Like other kinds of malware, a Trojan is set up by attackers to damage or take control of your computer. Its title stems from the method where it infects your computer: it disguises itself as something you need so as to trick you into letting it through your defenses.
From the story of the Trojan War, the Greeks, not able to break through the walls of Troy to conquer the town, concealed inside a giant wooden horse that they left out the city gates; the Trojans, believing it was an offering to the gods, brought it inside, and the Greek soldiers, led by Odysseus, emerged during the night to destroy the city. Like Odysseus, cyber-attackers expect that you will be duped by a tempting bit of bait to allow malicious code within your network.

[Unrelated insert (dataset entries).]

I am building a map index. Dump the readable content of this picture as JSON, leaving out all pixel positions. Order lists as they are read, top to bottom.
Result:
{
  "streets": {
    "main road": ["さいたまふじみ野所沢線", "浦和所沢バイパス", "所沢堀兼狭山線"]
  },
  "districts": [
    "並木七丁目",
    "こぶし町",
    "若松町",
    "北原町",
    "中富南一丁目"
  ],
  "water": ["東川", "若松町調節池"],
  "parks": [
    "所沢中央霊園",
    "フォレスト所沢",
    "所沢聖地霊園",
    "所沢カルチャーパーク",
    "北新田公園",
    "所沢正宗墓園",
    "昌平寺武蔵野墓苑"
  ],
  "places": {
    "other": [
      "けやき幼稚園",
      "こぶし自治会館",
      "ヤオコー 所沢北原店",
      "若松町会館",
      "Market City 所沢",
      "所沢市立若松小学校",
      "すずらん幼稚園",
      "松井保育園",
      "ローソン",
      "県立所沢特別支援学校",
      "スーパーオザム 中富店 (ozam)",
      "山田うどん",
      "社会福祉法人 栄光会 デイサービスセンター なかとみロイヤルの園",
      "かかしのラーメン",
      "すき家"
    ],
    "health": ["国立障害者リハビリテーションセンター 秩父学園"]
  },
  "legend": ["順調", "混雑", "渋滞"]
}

As they say, always beware Greeks strangers or — online — bearing presents.
Trojan vs. Virus
You will often see the term”Trojan virus” used to identify this sort of malware, but that is strictly speaking not correct: Trojan and virus name for various kinds like the Trojan horse, Trojan malware. By comparison, a virus, similar to its biological counterpart, embeds itself into the code of a host program and then uses that server to spread itself and replicate — (A worm is a third party malware kind: a program which does not require a host application to replicate and disperse.)

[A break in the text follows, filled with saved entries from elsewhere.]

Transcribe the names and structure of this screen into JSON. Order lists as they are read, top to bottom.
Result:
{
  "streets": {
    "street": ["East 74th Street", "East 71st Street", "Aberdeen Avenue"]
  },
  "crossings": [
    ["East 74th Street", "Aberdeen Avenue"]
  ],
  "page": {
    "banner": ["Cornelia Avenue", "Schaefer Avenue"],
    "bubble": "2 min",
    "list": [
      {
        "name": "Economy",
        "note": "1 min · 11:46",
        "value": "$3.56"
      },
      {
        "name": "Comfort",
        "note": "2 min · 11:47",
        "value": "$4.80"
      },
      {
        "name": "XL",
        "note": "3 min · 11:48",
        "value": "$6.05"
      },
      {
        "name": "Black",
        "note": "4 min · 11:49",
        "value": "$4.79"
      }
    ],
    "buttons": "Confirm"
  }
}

These distinctions are important if you would like to stay strictly right, and we’ll aim to use all three titles correctly here and everywhere on CSO. But be aware that lots of men and women utilize virus and malware interchangeably, so it is not uncommon to encounter the term Trojan virus from the wild. Individuals who do that are most likely talking about Trojans, viruses that are not.
How does a Trojan horse infect a computer?
Up to now, we have been talking in somewhat general terms. But how can a Trojan actually work in practice? How hackers trick you to download code? In a traditional way, as Malware bytes describes, sites might lure users with a free game or screensaver that turns out to contain malware. The majority of us probably believe we are not naive enough to fall for this, but somewhat more sophisticated Trojan websites might emulate a more reputable organization to convince us that we are downloading something we are not.
As an example, when everybody was in a panic over the revelation of the Spectre and Meltdown vulnerabilities within x86 chips, a site which looked very similar to the website for the official German government cybersecurity agency appeared and provided a Spectre/Meltdown patch for downloading; the”patch” turned out to be a Trojan, dubbed “Smoke Loader.”
Once downloaded, the Trojans frequently request administrator permissions — something that also many legitimate programs do, so many users will simply click”Agree” and sign their computer over for their attackers.
Another frequent way Trojans spread is through phishing — a cyberattack where you get an email that purports to be from someone it is not. These mails will frequently have malicious code the Trojan — attached, and will try to convince you that you ought to download and open the attachment. Phishing scams could be targeted with many degrees of precision.
At the low end, you’ve got mass spam email that claims to keep news of lottery winnings in an attachment; in the high end, you’ve mails individually tailored for a high-value targeted individual in an effort to get access to their particular computer.
In such phishing emails, the malicious code normally lives in an attachment. Since a lot of us are trained not to download and run arbitrary executable files, Trojans have learned to take advantage of holes in the macro scripting languages which in Microsoft Office.